Okay, Leslie, point taken. Men sometimes leave. Sometimes, they lose their jobs. Sometimes, life doesn't turn out as we plan.
But the point might have been more convincing if you hadn't used the same example over and over and over and over. I lost track of just how many real-life women whose husbands had left were featured in the book. And I kept waiting for a husband who had stayed.
He never appeared.
I'm loathe to admit this, but, in the midst of all the insanity and misguided conclusions, Bennett raises some valid points. Women who choose to stop working and stay home to raise children do lose more than just a paycheck. We lose valuable work experience which impacts our long-term earning potential. We lose the validation that often comes with paid employment. We do lose financial security.
And, unless we're independently wealthy -- show of hands, anybody?? no?? -- we do become financially dependent on our husband or partner.
Don't even bother protesting that you're planning to re-enter the work force once your kids are older. Bennetts covers that too -- it's next to impossible, in case you were wondering.
Choosing to be a stay-at-home mom is a complicated web of risk and trust, self-esteem and vulnerability. It is a calculated risk to assume that your husband will continue to provide for you and your children. It takes a tremendous amount of trust and love to believe and truly know that you're with somebody who isn't going anywhere.
It isn't every woman who can open herself up to that level of vulnerability, or who has high enough self-esteem to recognize her own non-monetary contributions to her children and her husband as worthwhile.
I'm not arguing that women should be stay-at-home moms, but I am arguing that it is a valid choice.
Bennetts doesn't seem to think so.
"If you just walk away from paid employment, you will not only have cheated yourself of the opportunities that might have come your way but you will also have forfeited your chance to have an impact for the better," she writes. Because apparently working moms forfeit nothing and paid employment is the only way to impact the world.
"Women must (emphasis mine) reevaluate their assumptions and consider their long-term interests as well as their families short-term needs before making major life choices."
You know, because she said so, and because if we've chosen to stay at home because we're obviously too stupid to have considered the long-term repercussions.
Ultimately, my main frustration with The Feminine Mistake is not in it's message but in its tone.
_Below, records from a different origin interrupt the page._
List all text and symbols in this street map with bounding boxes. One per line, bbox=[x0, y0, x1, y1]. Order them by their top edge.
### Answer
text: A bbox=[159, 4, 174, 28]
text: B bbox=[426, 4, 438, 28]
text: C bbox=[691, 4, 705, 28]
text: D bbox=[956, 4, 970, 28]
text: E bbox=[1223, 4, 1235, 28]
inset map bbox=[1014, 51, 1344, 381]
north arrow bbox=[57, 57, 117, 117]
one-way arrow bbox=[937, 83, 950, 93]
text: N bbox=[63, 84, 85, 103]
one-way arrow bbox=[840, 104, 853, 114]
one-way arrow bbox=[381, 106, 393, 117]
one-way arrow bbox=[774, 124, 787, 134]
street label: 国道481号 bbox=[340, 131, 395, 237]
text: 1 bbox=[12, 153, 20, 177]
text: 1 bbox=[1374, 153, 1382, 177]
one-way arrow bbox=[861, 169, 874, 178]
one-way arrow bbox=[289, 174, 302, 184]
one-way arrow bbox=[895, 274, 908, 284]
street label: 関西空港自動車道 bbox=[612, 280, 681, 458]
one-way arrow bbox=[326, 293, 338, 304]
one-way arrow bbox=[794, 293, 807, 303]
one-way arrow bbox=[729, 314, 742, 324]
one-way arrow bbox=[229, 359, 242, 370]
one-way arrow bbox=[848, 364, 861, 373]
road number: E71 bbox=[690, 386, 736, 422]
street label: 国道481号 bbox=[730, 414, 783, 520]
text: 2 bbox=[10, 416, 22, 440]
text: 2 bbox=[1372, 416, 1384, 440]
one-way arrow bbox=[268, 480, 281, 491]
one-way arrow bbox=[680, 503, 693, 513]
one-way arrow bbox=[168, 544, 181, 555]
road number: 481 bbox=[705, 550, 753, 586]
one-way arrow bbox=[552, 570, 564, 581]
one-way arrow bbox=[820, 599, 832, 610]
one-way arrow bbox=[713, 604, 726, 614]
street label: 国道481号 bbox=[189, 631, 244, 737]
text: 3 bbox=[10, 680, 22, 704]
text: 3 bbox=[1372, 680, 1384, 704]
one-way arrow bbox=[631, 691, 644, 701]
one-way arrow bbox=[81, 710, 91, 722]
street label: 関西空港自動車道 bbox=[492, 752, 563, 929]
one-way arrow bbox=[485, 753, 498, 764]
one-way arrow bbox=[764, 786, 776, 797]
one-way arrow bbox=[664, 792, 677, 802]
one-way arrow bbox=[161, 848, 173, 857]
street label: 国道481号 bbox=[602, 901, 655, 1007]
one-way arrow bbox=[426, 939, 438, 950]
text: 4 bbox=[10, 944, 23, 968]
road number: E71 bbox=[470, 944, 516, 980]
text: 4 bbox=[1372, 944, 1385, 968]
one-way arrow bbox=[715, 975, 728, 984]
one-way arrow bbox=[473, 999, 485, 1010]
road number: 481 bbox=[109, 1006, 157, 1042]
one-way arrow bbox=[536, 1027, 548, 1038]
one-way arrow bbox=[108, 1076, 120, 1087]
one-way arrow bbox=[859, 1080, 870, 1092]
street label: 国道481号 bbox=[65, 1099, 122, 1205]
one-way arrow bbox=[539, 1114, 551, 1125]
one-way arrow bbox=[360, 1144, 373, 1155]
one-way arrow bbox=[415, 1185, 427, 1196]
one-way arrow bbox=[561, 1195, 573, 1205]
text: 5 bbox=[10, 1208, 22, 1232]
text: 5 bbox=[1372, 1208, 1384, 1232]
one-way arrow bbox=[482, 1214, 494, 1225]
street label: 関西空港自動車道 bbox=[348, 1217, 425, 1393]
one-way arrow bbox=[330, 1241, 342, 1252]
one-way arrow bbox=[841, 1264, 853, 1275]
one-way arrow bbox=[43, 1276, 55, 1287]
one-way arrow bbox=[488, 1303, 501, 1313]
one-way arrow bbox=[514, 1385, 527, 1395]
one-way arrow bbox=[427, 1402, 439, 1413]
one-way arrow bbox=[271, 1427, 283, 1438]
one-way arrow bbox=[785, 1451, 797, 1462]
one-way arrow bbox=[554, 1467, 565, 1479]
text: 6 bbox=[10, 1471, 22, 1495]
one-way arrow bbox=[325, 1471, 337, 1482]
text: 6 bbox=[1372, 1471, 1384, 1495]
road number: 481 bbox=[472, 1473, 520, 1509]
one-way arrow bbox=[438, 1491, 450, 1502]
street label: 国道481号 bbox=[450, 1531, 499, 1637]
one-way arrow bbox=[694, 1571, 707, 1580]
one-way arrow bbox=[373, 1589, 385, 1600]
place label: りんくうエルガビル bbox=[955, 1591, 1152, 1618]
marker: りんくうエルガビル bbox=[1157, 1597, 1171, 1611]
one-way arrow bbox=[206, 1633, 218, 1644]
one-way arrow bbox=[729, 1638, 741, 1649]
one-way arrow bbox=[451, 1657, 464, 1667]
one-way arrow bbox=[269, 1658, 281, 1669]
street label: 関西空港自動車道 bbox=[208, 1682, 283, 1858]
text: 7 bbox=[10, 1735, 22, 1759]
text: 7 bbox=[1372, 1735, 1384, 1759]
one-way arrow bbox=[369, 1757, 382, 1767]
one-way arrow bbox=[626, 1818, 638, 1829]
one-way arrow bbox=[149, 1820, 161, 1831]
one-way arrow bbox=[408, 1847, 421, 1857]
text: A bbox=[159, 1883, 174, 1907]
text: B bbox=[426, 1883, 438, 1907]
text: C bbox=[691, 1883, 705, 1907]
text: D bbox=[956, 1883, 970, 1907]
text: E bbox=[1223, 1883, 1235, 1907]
Bennetts has a major superiority complex, and instead of just sharing what worked for her and talking about how combining motherhood with a career can be a great choice with a lot of financial and emotional benefits, she goes on a rampage against any woman who has chosen a different path.
It's as if she's on a mission to show stay-at-home moms everywhere the error of their ways. And I find it hard to stomach that kind of smug superior attitude, especially when she states that "this book is not intended as a contribution to the Mommy Wars."
Really? Because I swear there was a lot of mud-slinging going on in those pages. Sure it was subtle and cleverly masked under the cloak of intellectualism, but it was there. And how does that help anybody?
We're all just feeling our way through this thing called motherhood. NOBODY has the right answer, particularly since it's different for every woman.
And while I've always thought of myself as a feminist, this book really makes me question that label.
If feminism is about women having the power to make our own choices, is it also about other women having the power to reprimand us when we've made the wrong ones?
Seriously, folks, I'm asking. Anybody have an answer?